Estoy intentando recordar si hace cinco años nos aburríamos. Todavía no había llegado la primera crisis de precios alimentarios, ni la debacle financiera, no había yodo radiactivo en el aire y el mar del Japón, ni petróleo en el golfo de México, y las jubilaciones parecían seguras en el mundo rico. Cada época tiene su afán, pero esta tiene muchos. Corremos el riesgo, entre tantas grandes preocupaciones, de que nos olvidemos de que la comida sigue cara y que miles de millones de personas lo pasan mal por tener que gastar más en comer cada día. La crisis alimentaria tuvo su momento de gloria en los medios, pero tuvo que dejar paso rápidamente a Japón -que tampoco tiene ya el espacio que tenía, a pesar de que el plutonio sigue ingobernable- y luego a Libia. Malthus, hoy, hubiera tenido difícil hacerse oír, con tanta competencia.

Entre los riesgos de esta crisis de precios alimentarios está cerrarla en falso: los precios volverán a bajar en algún momento, nuevas noticias vendrán a ocupar las portadas, y hasta la próxima, porque los problemas no se habrán resuelto. Seguiremos sin reservas suficientes, el maíz se dedicará cada vez más a fabricar alcohol cuanto más suba el petróleo y la especulación hará sus apariciones periódicas como el Guadiana.

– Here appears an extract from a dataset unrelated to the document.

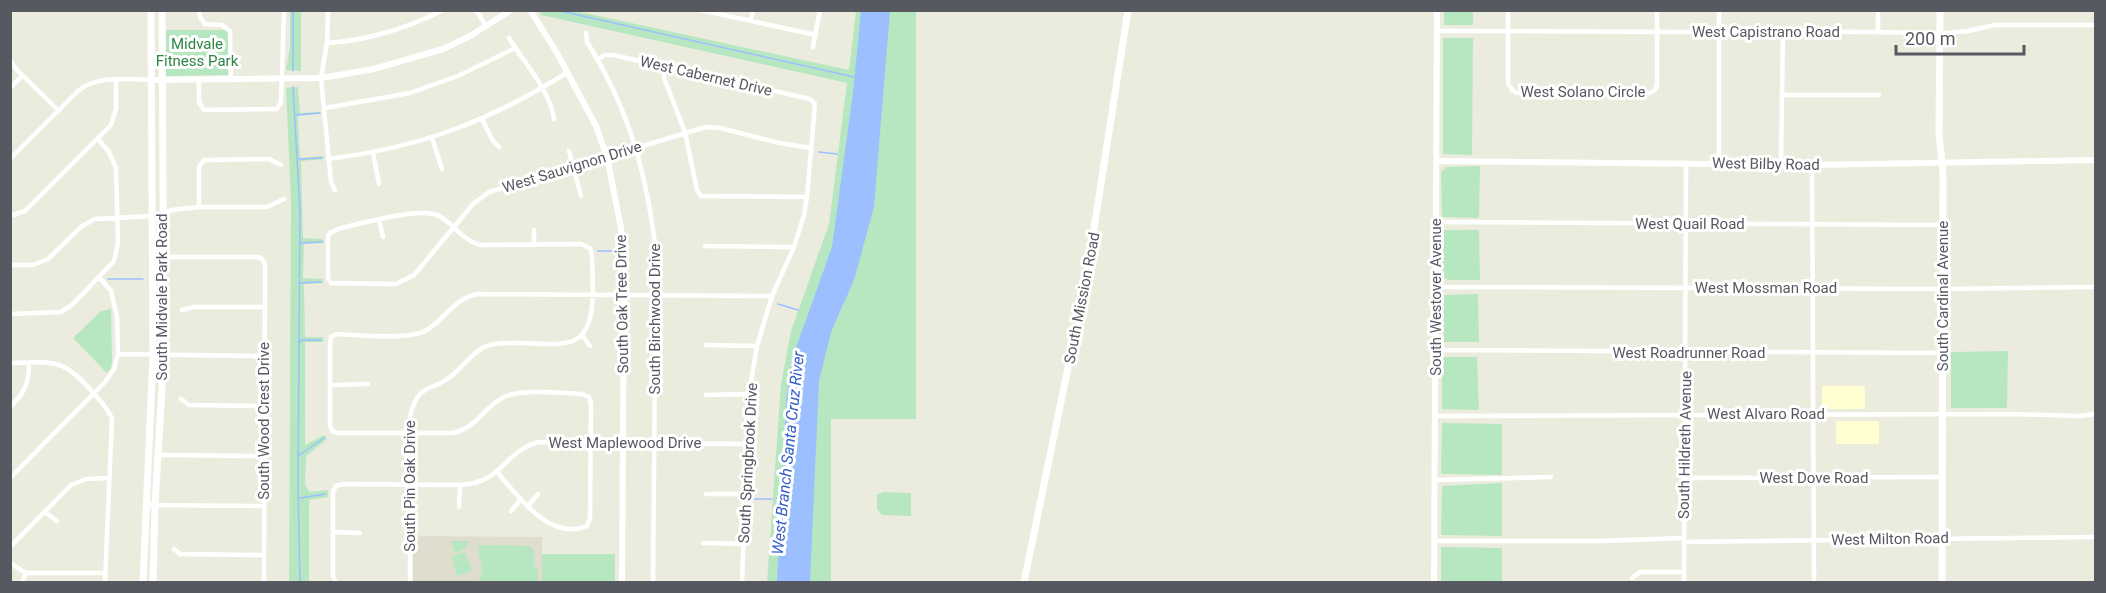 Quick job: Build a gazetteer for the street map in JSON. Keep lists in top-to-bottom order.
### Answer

Entre las muchas medidas necesarias para controlar la crisis de alimentos, hay una que destaca: las reservas de grano.

El asunto de las reservas es uno de estos que los economistas, que en su necesidad de ganarse la vida tienen que cambiar el nombre a cosas evidentes, llaman un problema de acción colectiva. Un refrán lo describe mejor: el uno por el otro y la casa sin barrer. Resulta que cuando el grano era barato y había mucho, los países y las empresas optaron por tener menos reservas. Esto se llama aprovisionarse «just in time», que significa que cuando necesitas algo lo compras y te lo traen, en vez de guardarlo tú en el almacén. Pues bien, esto funcionó hasta que hubo escasez, y entonces todo el mundo se dio cuenta de que no había reservas y entró la prisa por comprar. No ha habido ninguna crisis de precios de comida cuando las reservas han sido de más de la bíblica quinta parte. Sería fácil evitar más crisis: sólo hay que subir las reservas por encima del 20%. ¿Qué pasa? Que mantenerlas es caro: cuesta entre 15$ por tonelada y 35 en los sitios menos eficientes. Nadie quiere pagar este coste (por eso lo de la acción colectiva). Cada país prefiere que sea otro el que pague el coste de almacenar.  Si hablamos de subir un 5% el nivel actual, más o menos, hasta llegar al 20%, esto significa miles de millones de dólares en capital inmovilizado, gastos de mantenimiento aparte. Además, guardar el grano tiene sus riesgos, se puede estropear. Hay que renovarlo de vez en cuando, con lo cual bajas los precios cuando lo sacas a la venta, a veces en mal momento. En muchos países hay además riesgo de corrupción. Pero todo esto son males menores al lado de lo que ocurre cuando un país no tiene grano suficiente para alimentar a su gente, y tiene que comprarlo fuera a precio de oro. Las reservas en divisas se acaban pronto, y aumenta la deuda externa por tomar prestado para comprar grano.

Hay ejemplos de países donde las reservas han funcionado bien. Indonesia es el más claro, con la agencia BULOG. También los hay en Zambia, Malawi y Madagascar. Hay incluso ejemplos regionales en África Occidental y el sudeste asiático, todavía incipientes. Pero en la mayor parte de los países del G20 -con Indonesia como excepción- piensan que mantener reservas es cosa del pasado, y que crisis alimentarias más graves por la coincidencia de catástrofes ambientales no pueden suceder. Quizá tienen razón, aunque ahí están la crisis financiera, Fukushima y British Petroleum para desmentir lo que los expertos decían que era imposible.